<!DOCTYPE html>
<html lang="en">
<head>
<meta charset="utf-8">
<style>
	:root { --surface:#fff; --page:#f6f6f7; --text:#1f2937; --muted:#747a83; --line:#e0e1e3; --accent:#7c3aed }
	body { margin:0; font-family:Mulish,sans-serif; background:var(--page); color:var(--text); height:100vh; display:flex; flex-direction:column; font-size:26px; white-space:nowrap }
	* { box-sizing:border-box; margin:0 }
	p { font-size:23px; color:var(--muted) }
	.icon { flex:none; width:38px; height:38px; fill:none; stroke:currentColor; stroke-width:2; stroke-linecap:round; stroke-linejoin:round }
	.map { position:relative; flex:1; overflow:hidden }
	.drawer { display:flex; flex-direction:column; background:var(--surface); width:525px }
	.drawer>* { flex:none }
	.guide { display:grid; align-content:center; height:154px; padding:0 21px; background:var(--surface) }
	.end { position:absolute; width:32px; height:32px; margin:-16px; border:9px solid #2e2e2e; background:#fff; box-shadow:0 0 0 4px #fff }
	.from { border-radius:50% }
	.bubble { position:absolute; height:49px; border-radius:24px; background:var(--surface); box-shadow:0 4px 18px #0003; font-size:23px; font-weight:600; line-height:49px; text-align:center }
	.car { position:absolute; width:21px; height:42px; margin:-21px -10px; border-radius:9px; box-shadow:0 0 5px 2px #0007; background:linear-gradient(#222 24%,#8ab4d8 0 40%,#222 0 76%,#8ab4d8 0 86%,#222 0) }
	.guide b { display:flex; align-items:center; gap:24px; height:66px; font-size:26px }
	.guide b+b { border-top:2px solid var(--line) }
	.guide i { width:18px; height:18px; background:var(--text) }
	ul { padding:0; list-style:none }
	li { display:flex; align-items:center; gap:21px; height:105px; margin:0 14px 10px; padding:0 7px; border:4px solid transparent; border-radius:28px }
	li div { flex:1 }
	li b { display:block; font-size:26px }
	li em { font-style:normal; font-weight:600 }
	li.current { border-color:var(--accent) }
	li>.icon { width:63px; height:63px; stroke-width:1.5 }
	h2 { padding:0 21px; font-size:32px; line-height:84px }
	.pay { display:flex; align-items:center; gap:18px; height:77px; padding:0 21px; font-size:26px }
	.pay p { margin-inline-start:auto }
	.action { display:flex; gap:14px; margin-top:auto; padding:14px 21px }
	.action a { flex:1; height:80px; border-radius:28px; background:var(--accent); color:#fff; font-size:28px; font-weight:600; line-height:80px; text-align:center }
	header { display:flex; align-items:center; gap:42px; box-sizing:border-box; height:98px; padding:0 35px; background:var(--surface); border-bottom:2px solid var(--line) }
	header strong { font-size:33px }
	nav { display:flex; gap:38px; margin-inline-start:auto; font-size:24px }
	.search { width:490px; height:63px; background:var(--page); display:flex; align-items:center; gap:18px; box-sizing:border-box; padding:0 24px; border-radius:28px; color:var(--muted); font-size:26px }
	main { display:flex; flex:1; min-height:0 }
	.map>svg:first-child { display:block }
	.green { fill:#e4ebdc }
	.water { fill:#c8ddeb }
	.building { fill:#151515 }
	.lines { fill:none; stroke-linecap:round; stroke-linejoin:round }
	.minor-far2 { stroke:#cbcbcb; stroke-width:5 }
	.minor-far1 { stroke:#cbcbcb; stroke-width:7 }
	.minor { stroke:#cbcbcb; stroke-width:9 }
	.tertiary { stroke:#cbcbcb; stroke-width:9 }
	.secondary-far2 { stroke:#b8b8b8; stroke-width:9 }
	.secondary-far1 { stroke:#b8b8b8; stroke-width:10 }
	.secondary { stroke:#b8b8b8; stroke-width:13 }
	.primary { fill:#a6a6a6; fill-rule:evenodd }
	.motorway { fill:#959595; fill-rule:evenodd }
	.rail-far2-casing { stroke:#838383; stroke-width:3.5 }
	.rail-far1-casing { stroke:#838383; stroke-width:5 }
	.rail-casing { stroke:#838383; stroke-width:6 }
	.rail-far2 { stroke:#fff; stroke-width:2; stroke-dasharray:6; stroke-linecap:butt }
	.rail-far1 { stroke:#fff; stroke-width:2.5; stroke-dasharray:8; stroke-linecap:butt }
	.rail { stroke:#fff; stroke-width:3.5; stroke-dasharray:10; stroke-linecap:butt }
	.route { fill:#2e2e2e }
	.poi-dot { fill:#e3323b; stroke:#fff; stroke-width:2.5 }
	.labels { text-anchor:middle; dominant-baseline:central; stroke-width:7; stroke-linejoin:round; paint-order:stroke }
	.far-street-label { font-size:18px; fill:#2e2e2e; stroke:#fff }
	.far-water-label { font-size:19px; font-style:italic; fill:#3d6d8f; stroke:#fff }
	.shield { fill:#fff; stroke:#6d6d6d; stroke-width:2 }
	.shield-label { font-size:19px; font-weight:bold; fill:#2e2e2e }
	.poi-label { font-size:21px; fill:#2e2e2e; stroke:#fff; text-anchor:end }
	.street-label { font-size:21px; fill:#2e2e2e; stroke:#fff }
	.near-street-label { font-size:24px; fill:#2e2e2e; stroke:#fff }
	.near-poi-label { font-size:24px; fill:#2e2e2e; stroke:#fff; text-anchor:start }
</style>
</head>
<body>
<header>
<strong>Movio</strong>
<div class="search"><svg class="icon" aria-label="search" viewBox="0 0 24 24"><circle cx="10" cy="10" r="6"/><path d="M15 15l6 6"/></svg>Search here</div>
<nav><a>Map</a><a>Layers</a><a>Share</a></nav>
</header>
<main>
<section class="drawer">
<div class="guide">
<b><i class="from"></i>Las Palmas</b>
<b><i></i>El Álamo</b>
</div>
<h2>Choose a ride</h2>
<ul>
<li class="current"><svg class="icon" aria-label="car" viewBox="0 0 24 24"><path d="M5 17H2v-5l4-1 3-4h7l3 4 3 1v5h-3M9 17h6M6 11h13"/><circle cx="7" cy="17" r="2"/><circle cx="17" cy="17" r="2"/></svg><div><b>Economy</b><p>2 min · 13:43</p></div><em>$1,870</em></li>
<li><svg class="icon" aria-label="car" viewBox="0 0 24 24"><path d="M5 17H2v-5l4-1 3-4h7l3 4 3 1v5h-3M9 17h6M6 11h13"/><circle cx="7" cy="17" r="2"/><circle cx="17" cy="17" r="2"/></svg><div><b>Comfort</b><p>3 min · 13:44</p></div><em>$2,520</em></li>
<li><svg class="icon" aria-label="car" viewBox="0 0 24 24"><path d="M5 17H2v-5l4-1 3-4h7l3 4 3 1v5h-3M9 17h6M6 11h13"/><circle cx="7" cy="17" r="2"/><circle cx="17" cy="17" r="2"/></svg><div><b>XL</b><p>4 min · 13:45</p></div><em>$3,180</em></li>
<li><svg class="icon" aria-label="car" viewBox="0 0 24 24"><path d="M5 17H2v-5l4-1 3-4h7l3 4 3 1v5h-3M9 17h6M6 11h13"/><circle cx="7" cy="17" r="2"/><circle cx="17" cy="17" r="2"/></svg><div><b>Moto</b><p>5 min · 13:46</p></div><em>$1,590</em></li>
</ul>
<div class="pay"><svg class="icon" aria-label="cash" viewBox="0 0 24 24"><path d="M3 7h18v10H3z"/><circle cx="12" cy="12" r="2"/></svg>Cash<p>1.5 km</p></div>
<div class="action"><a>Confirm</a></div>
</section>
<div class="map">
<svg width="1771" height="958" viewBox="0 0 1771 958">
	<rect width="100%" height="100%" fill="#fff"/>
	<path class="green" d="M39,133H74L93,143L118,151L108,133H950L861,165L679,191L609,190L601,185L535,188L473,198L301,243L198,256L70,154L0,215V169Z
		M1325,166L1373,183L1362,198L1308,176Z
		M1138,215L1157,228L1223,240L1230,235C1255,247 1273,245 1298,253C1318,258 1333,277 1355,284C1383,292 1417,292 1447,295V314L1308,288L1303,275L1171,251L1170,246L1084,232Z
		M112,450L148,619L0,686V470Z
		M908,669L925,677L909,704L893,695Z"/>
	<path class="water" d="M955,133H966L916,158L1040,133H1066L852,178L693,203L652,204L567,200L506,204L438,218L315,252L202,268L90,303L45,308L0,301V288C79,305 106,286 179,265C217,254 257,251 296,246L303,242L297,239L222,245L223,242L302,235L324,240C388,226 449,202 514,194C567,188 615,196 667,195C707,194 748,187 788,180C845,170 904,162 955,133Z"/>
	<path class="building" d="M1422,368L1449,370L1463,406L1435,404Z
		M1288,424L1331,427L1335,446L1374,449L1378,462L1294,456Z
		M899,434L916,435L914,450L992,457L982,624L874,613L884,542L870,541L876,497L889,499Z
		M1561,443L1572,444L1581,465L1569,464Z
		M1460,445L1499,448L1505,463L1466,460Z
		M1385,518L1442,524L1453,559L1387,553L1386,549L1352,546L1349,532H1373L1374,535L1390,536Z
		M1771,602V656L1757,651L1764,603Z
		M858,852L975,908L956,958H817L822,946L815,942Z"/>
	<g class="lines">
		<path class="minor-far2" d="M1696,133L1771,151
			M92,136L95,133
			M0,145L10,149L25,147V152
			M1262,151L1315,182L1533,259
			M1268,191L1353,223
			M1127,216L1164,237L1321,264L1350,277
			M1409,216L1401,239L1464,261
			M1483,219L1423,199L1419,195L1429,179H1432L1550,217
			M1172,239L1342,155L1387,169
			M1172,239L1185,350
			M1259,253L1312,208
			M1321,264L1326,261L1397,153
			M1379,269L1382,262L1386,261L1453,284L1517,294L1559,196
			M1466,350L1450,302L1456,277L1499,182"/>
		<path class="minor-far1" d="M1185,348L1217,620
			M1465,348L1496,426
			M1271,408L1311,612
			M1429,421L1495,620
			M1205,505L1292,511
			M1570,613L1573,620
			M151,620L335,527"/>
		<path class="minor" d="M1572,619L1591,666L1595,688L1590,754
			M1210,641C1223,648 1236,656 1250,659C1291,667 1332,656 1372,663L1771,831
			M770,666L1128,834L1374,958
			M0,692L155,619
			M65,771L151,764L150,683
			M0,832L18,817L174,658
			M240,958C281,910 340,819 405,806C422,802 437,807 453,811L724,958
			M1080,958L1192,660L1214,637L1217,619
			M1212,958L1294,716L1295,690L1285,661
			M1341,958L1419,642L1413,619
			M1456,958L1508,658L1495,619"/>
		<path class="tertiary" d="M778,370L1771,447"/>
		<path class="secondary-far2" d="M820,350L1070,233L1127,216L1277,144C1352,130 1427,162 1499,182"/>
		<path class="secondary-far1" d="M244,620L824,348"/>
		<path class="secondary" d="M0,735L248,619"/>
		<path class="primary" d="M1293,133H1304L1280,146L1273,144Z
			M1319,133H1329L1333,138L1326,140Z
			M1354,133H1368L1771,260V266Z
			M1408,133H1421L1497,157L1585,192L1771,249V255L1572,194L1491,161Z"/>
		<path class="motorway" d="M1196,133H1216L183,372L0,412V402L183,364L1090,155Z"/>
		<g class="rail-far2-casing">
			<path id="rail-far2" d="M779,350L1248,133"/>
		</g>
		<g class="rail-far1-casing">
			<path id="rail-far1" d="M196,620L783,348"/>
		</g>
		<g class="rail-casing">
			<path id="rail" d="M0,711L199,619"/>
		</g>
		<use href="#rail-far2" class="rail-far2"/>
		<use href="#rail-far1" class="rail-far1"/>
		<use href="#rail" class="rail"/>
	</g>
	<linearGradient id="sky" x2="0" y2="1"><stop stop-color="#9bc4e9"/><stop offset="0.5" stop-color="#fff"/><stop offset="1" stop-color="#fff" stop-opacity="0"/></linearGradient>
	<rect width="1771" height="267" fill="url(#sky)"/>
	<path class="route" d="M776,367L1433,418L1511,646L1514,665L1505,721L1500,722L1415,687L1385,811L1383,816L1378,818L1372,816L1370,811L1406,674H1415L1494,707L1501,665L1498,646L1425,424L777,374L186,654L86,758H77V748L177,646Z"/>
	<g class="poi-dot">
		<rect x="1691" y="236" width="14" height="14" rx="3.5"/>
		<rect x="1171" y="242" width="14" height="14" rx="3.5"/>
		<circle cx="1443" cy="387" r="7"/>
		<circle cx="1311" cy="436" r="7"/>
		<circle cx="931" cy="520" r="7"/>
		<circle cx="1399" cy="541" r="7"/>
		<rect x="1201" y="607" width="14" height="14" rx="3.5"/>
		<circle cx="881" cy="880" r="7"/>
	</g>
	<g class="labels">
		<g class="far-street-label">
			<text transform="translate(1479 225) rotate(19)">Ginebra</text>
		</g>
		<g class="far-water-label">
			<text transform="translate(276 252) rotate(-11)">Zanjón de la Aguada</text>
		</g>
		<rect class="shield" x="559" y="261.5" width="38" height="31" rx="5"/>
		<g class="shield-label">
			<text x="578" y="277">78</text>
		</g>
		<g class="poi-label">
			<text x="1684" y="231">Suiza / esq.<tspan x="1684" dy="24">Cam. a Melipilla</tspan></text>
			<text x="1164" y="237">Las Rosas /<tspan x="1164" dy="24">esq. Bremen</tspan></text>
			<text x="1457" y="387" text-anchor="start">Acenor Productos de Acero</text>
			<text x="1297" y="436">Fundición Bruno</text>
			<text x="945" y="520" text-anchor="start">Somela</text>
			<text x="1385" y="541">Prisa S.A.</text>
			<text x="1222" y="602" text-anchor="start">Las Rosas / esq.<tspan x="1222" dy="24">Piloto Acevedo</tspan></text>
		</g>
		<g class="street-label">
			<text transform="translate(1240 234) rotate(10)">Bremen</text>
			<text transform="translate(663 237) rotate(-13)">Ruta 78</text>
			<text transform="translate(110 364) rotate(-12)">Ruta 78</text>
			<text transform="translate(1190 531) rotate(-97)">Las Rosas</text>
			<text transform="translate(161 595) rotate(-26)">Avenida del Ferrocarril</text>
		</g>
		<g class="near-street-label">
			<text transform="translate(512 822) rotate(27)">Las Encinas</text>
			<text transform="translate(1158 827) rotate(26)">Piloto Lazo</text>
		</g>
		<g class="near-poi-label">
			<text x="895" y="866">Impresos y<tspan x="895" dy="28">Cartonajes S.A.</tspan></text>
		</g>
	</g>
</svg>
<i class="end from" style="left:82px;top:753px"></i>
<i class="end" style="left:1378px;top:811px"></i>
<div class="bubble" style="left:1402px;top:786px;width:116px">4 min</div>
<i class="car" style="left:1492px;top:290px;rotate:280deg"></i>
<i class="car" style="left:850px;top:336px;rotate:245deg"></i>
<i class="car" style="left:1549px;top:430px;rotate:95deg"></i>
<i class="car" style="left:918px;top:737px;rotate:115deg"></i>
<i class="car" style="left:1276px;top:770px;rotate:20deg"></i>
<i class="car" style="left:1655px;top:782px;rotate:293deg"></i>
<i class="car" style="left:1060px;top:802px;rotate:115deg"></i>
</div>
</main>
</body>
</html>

####

* [What you are asked to do]: Collect the lines of the data that carry the word "direction".

* [Written solution]:
	body { margin:0; font-family:Mulish,sans-serif; background:var(--page); color:var(--text); height:100vh; display:flex; flex-direction:column; font-size:26px; white-space:nowrap }
	.drawer { display:flex; flex-direction:column; background:var(--surface); width:525px }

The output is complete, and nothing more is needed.